Singkawang Siapkan Rp4 Miliar Bangun Drainase Cegah Banjir
Singkawang (Suara Kalbar) – Pemerintah Kota Singkawang, Kalimantan Barat, menyiapkan dana Rp4 miliar untuk membangun drainase di Jalan Tani Kelurahan Pasiran Kecamatan Singkawang Barat, untuk mencegah banjir yang kerap melanda kota tersebut saat musim hujan.
Kepala Bidang Sumber Daya Air (SDA) Dinas PUPR Kota Singkawang Arinta Kameswara mengatakan pembangunan drainase sepanjang sekitar 1.700 meter di sisi kiri dan kanan Jalan Tani itu merupakan upaya untuk menghubungkan saluran-saluran yang selama ini belum terkoneksi dengan baik.

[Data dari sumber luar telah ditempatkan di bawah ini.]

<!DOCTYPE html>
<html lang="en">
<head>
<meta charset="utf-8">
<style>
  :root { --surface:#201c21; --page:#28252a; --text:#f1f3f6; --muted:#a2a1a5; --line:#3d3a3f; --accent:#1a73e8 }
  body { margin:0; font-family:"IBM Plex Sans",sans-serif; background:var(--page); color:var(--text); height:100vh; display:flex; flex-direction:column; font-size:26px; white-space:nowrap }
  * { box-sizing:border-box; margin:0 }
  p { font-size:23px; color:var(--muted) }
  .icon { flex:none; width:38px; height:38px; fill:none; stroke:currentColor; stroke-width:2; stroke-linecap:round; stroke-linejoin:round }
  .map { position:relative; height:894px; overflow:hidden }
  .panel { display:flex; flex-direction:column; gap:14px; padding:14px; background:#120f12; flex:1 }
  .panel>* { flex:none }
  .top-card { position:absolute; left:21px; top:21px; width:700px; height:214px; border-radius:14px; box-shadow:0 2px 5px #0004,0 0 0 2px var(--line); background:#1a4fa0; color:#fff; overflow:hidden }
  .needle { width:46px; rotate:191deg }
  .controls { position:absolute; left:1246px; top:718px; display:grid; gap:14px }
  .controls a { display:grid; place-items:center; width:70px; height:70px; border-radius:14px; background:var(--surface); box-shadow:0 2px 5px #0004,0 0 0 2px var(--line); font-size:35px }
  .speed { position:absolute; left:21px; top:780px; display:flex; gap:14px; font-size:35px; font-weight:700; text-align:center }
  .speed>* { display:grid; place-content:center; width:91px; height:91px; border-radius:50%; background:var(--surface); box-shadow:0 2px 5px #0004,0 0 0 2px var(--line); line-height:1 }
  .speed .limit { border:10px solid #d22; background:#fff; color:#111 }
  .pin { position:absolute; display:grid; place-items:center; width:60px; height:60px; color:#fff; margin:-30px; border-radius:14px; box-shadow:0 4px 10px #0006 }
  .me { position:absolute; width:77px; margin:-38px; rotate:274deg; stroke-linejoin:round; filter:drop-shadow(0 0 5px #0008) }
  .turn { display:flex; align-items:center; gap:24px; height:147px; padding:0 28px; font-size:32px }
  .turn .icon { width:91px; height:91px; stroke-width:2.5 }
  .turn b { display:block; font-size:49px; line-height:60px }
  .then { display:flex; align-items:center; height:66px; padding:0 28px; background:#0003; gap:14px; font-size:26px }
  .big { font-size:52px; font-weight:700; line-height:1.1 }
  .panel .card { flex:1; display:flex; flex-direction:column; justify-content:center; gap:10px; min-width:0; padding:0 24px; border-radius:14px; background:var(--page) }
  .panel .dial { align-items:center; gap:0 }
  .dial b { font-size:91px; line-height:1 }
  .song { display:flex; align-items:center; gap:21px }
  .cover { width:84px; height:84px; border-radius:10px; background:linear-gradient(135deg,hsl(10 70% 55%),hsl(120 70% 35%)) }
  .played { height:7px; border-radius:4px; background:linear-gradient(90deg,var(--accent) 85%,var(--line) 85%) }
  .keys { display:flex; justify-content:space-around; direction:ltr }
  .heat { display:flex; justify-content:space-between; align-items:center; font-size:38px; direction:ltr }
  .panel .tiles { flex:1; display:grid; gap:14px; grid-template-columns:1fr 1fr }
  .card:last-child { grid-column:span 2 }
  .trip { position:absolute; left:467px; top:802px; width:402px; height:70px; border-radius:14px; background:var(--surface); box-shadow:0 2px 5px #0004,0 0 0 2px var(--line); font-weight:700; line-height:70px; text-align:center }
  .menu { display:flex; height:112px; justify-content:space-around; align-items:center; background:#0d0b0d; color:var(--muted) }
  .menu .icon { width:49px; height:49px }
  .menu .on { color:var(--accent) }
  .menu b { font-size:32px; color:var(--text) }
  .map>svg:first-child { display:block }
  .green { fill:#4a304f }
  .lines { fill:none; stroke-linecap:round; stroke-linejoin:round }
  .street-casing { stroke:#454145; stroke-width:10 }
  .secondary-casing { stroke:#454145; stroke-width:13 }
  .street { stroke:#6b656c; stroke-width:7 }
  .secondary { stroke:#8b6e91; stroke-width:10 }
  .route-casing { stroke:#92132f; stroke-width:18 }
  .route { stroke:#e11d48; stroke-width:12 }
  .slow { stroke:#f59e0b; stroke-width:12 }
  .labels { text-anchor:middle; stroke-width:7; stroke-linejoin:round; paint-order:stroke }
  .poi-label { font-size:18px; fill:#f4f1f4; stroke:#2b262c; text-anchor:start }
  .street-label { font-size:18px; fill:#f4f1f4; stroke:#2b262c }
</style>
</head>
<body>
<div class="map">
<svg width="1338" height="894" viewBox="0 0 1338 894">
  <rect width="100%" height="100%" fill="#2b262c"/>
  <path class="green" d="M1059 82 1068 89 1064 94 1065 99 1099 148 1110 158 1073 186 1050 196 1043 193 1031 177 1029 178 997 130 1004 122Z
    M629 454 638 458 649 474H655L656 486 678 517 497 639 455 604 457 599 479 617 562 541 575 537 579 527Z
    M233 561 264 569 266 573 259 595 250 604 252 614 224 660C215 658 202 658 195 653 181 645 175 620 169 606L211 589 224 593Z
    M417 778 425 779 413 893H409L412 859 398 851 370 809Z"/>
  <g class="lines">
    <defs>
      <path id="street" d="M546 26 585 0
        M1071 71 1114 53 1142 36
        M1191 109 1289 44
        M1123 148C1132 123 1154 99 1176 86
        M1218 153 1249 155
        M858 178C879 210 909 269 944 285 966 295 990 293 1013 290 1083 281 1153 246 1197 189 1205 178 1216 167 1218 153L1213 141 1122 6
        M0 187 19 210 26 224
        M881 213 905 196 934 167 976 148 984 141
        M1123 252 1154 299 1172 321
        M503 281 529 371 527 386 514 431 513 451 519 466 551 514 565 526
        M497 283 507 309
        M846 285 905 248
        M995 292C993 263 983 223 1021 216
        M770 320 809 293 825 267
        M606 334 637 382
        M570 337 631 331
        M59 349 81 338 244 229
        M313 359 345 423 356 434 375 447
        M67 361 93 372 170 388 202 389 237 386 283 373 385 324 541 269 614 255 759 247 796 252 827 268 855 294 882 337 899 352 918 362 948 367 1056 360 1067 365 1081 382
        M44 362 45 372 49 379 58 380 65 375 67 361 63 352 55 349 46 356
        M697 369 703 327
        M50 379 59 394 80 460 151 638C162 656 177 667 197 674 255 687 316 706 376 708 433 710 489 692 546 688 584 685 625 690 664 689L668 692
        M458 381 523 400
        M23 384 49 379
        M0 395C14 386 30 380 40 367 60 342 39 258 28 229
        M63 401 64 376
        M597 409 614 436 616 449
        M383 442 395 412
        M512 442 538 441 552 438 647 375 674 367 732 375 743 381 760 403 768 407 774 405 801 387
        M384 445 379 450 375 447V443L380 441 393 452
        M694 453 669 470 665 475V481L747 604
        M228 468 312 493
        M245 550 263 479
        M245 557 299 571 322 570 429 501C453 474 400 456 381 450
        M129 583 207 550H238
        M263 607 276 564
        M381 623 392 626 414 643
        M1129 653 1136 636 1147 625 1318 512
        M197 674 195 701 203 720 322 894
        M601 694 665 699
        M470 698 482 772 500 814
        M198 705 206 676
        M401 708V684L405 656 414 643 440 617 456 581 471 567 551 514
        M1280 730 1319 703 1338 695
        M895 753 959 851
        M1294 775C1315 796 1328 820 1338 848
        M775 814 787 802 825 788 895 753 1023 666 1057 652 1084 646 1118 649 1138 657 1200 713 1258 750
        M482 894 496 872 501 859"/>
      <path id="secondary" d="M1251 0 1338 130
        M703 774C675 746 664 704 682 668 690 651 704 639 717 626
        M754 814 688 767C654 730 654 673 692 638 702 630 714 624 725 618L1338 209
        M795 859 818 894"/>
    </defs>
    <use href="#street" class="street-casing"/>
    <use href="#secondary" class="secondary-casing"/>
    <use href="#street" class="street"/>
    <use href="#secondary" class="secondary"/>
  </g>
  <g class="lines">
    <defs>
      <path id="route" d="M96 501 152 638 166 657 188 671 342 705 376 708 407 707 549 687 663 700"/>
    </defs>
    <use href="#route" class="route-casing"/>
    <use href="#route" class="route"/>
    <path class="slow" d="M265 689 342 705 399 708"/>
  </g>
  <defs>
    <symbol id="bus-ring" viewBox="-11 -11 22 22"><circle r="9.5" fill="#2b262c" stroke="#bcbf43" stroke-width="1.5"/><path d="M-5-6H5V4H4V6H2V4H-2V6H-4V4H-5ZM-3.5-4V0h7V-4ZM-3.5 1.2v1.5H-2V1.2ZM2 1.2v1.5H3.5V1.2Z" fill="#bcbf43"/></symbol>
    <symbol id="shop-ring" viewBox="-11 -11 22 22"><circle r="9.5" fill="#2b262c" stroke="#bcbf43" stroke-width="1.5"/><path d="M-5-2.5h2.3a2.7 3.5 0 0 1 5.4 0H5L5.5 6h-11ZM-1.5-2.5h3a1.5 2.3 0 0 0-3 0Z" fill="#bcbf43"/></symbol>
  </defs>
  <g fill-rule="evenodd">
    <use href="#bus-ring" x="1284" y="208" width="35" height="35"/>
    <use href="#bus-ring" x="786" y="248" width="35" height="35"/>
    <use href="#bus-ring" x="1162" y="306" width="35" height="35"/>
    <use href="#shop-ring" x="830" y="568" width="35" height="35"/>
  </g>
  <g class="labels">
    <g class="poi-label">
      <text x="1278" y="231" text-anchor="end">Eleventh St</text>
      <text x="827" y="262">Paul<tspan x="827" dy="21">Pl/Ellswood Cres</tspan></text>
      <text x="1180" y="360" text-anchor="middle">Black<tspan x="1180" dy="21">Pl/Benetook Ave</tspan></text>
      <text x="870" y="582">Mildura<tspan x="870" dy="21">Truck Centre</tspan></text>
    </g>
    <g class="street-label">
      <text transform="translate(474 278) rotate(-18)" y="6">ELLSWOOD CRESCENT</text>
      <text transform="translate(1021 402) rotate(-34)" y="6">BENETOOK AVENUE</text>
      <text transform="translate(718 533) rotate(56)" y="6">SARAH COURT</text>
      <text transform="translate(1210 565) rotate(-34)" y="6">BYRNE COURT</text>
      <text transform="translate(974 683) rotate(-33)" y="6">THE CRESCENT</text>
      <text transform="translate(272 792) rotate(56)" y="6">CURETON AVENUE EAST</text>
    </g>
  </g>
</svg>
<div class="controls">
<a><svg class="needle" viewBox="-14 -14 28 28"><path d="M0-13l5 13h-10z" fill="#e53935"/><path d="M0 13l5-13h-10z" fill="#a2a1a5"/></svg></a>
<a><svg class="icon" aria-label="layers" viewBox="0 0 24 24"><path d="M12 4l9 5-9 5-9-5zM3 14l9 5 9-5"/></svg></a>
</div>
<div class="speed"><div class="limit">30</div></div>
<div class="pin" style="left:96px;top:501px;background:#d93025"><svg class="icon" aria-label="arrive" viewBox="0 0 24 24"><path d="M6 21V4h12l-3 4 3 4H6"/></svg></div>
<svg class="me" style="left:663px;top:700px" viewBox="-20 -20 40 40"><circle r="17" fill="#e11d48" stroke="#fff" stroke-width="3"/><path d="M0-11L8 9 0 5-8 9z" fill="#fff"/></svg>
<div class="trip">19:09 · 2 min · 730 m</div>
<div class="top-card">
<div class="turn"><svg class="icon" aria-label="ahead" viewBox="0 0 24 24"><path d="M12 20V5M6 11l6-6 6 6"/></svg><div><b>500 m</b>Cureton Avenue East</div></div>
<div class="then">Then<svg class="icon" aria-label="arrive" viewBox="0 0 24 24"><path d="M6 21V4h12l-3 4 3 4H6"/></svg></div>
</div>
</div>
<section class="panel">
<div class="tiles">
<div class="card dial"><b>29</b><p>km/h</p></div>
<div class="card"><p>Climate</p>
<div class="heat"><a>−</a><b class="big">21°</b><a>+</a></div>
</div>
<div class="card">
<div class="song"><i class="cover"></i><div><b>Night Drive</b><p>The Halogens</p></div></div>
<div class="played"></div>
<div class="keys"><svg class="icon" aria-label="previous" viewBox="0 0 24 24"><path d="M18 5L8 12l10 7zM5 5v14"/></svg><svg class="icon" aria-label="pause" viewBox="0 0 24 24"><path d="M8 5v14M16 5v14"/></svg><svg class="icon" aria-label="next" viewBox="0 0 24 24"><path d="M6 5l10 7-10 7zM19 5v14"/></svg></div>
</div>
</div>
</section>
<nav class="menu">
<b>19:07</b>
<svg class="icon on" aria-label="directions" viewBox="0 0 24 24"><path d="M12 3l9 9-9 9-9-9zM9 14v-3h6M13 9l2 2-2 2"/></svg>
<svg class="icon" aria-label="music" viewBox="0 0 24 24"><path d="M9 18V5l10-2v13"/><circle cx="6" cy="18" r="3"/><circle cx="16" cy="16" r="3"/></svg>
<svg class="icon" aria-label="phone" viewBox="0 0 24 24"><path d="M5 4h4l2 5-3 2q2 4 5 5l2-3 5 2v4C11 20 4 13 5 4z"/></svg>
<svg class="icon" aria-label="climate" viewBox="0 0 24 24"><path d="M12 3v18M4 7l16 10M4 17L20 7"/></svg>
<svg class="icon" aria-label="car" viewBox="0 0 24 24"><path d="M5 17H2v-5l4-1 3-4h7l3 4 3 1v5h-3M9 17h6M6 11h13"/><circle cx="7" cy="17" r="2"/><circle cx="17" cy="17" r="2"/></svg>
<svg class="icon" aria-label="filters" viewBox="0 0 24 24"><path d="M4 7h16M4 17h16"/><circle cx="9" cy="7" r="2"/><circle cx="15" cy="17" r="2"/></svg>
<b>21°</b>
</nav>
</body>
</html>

“Drainase baru ini akan terkoneksi dengan tiga saluran pembuangan air, yaitu di Jalan Cisadane, Jalan Tani II dan Jalan Nyiur. Dengan begitu, genangan air hujan di kawasan Jalan Tani dapat dialirkan ke saluran primer menuju laut,” ujar Arinta Kameswara di Singkawang, Senin (8/9/2025).
Selain di Jalan Tani, ia menyebutkan pembangunan drainase juga dilakukan di sejumlah titik lain, seperti Jalan Alianyang, Jalan Diponegoro dan Jalan Firdaus. Pembangunan dilakukan serentak untuk mempercepat penanganan banjir di kawasan rawan genangan.
Wali Kota Singkawang Tjhui Chui Mie mengatakan pembangunan drainase ini diharapkan dapat mengurangi risiko banjir, terutama saat hujan deras yang disertai air pasang.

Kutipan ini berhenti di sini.